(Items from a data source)

------------------------------------------------------------------------

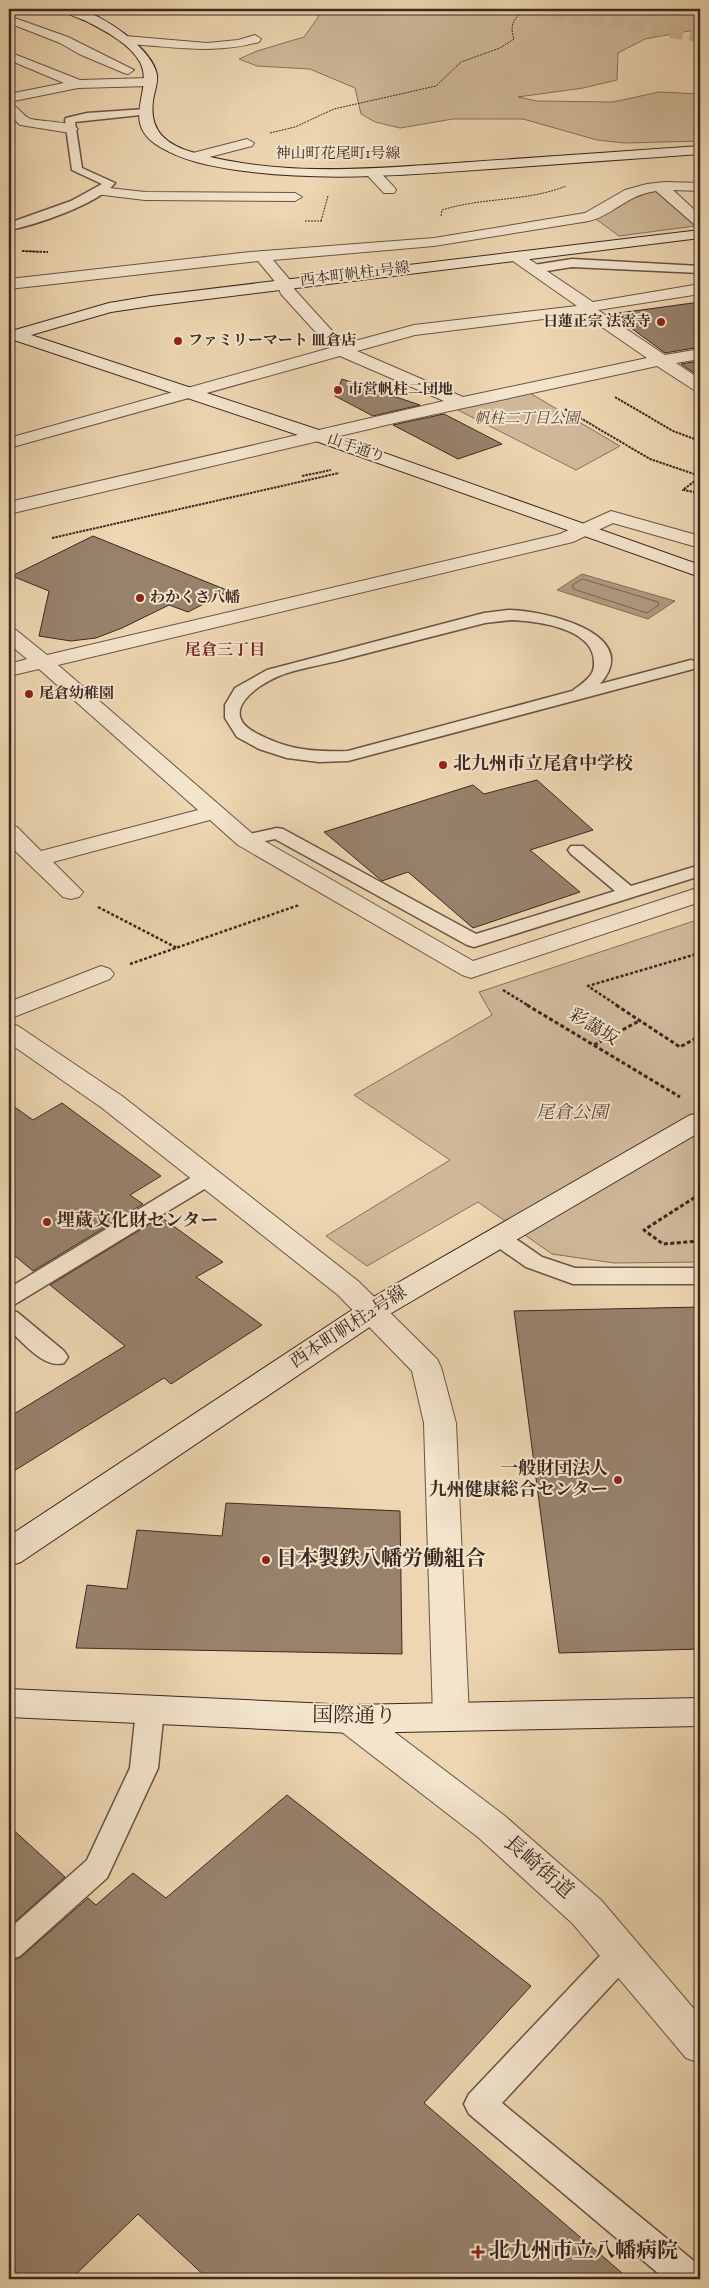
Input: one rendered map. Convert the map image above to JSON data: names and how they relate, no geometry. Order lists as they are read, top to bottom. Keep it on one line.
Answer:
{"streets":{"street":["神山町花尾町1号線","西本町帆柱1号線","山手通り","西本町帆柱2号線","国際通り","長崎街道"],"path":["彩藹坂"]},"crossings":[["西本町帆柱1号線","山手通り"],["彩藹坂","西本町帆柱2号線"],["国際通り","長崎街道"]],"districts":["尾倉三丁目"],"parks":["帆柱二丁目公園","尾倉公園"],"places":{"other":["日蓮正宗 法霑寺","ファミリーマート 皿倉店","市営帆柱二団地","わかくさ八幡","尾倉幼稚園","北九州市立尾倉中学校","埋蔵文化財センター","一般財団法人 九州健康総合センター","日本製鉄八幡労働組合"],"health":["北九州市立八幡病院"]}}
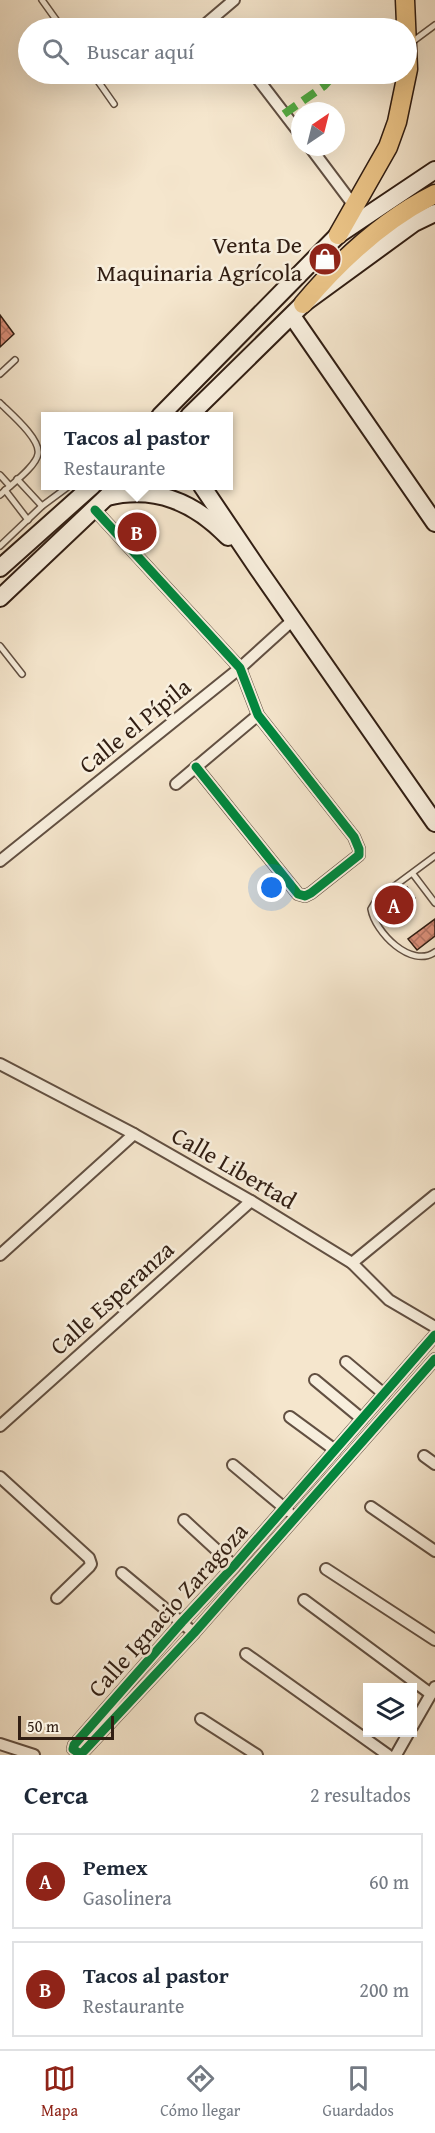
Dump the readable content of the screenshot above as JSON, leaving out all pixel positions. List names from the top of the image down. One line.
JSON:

------------------------------------------------------------------------

WHAT YOU HAVE TO DO
Without the pictures, write out every entry precisely as it appears.

YOUR SOLUTION
Input: one rendered map. Convert the map image above to JSON data: names and how they relate, no geometry. Order lists as they are read, top to bottom. Keep it on one line.
Answer:
{"streets":{"street":["神山町花尾町1号線","西本町帆柱1号線","山手通り","西本町帆柱2号線","国際通り","長崎街道"],"path":["彩藹坂"]},"crossings":[["西本町帆柱1号線","山手通り"],["彩藹坂","西本町帆柱2号線"],["国際通り","長崎街道"]],"districts":["尾倉三丁目"],"parks":["帆柱二丁目公園","尾倉公園"],"places":{"other":["日蓮正宗 法霑寺","ファミリーマート 皿倉店","市営帆柱二団地","わかくさ八幡","尾倉幼稚園","北九州市立尾倉中学校","埋蔵文化財センター","一般財団法人 九州健康総合センター","日本製鉄八幡労働組合"],"health":["北九州市立八幡病院"]}}
Dump the readable content of the screenshot above as JSON, leaving out all pixel positions. List names from the top of the image down. One line.
JSON:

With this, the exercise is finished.